━━━━━ MATERIAL SUPPLIED ━━━━━
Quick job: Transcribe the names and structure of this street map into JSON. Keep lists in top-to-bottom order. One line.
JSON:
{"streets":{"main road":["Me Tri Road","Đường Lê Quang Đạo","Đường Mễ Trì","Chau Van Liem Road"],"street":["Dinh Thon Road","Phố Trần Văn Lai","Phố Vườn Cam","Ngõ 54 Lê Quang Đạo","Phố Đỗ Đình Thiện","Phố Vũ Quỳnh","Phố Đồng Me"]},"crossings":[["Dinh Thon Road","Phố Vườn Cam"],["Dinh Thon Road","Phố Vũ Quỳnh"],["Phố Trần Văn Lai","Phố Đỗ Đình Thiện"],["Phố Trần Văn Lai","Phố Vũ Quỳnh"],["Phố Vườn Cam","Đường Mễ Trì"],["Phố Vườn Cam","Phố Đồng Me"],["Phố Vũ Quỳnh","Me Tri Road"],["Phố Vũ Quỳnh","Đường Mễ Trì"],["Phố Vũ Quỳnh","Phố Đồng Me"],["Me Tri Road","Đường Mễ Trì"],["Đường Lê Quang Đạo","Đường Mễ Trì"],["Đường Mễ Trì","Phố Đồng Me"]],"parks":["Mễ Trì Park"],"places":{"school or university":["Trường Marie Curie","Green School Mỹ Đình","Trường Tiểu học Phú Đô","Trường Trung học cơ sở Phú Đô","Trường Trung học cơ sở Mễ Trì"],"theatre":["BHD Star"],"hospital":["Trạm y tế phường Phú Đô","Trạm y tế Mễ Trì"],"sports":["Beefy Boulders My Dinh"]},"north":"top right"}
━━━━━
━━━━━ MATERIAL SUPPLIED ━━━━━
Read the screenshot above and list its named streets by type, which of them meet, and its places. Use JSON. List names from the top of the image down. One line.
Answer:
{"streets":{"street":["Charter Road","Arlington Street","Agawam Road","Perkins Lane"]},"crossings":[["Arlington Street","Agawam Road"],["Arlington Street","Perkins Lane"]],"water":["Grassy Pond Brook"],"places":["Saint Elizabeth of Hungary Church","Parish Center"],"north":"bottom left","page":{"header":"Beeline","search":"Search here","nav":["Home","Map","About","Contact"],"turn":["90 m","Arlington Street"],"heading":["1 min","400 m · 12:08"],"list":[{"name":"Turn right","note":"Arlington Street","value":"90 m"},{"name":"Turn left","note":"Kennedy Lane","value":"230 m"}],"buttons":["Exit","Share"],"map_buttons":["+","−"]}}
━━━━━
> PROBLEM STATEMENT
Counting only lines that contain "names", say how many there are in the material above, and add nothing.

> YOUR RESPONSE
2